My final beer of the night was an original bottle of Marble Decadence dating back to 2007 - and I have to say it had held up exceptionally well. One of the Marble brewers at the time was Colin Stronge (who is now at SALT Beer Factory). 

When Colin left Marble he became Head Brewer at Buxton Brewery and produced what was my beer of the night. It was one of a Belgian-inspired series produced by Buxton and the range also included a Patersbier, a Dubbel and a Tripel. All of them were exceptional and among best British interpretations of Belgian beer styles I've encountered.

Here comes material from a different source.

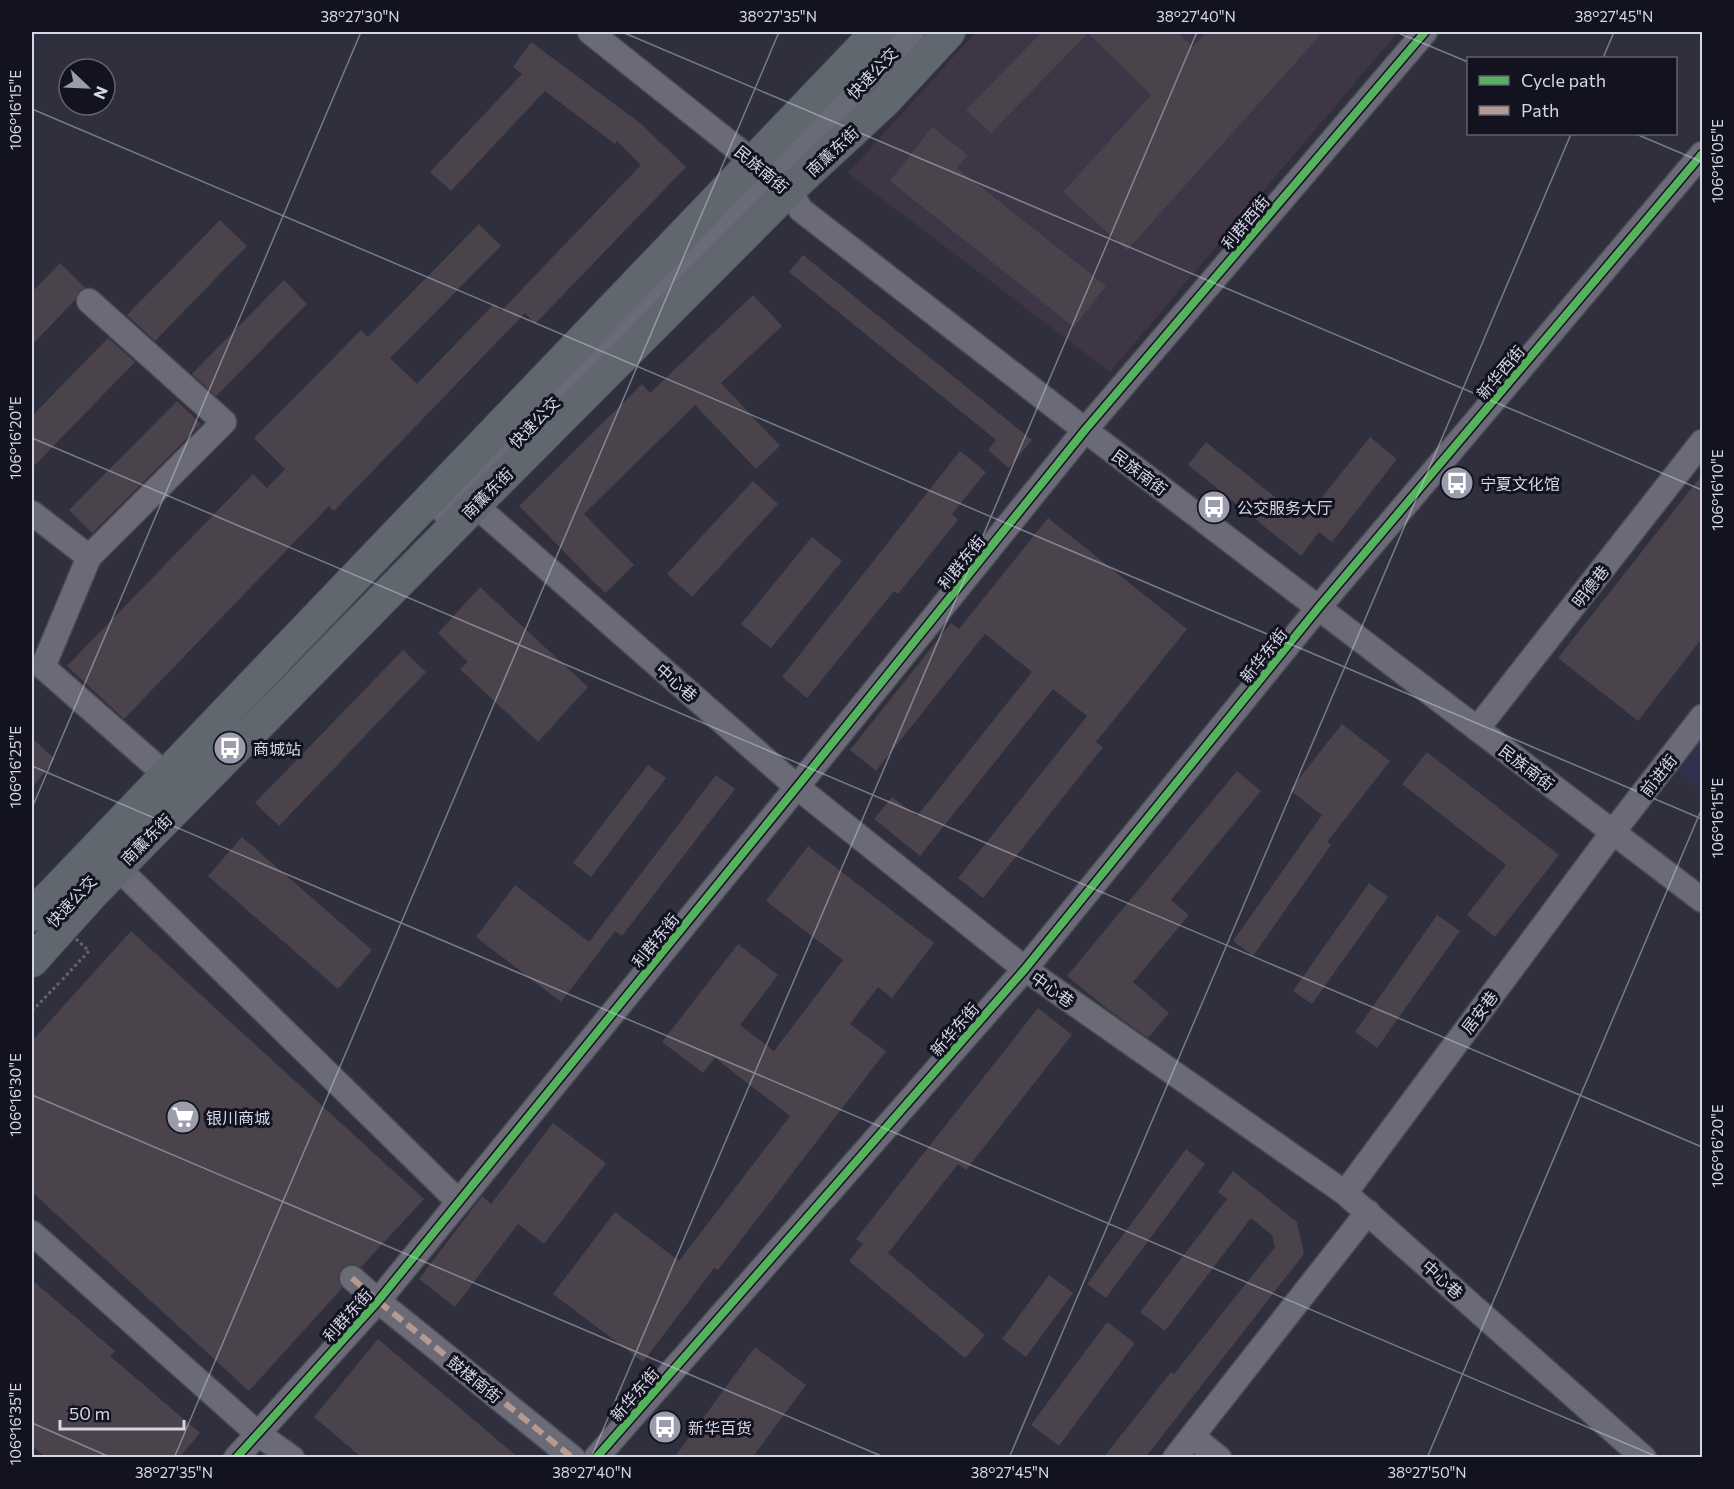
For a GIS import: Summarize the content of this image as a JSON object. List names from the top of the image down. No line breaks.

Bottled in March 2016, it's still within date (best before March 2021) and I have to say it's matured beautifully.   It's the darkest brown and is a heady mix of dark berries, rich fruit cake, dark toffee and lots of booze (but in a good way - while this is a big beer in every sense at 11%, the alcohol adds to the picture rather than stamping all over it). A truly luxurious beer - and I assumed this was the top of the range for this series until I was informed that there is also an Armagnac cask-aged version which gets up to 12% ABV - which, of course, I now desperately want to try.

I drank this while watching episode one of Van Der Valk, which I enjoyed for the vintage (well, 1972) scenes of Amsterdam.  It seemed appropriate because 'quadrupel' is in fact a beer style invented in the Netherlands. Back in 1991-92 when the Trappist brewery at Koningshoeven produced a beer stronger than its tripel it looks as though the brothers just seem to have gone one higher on the numeric scale and settled on quadrupel!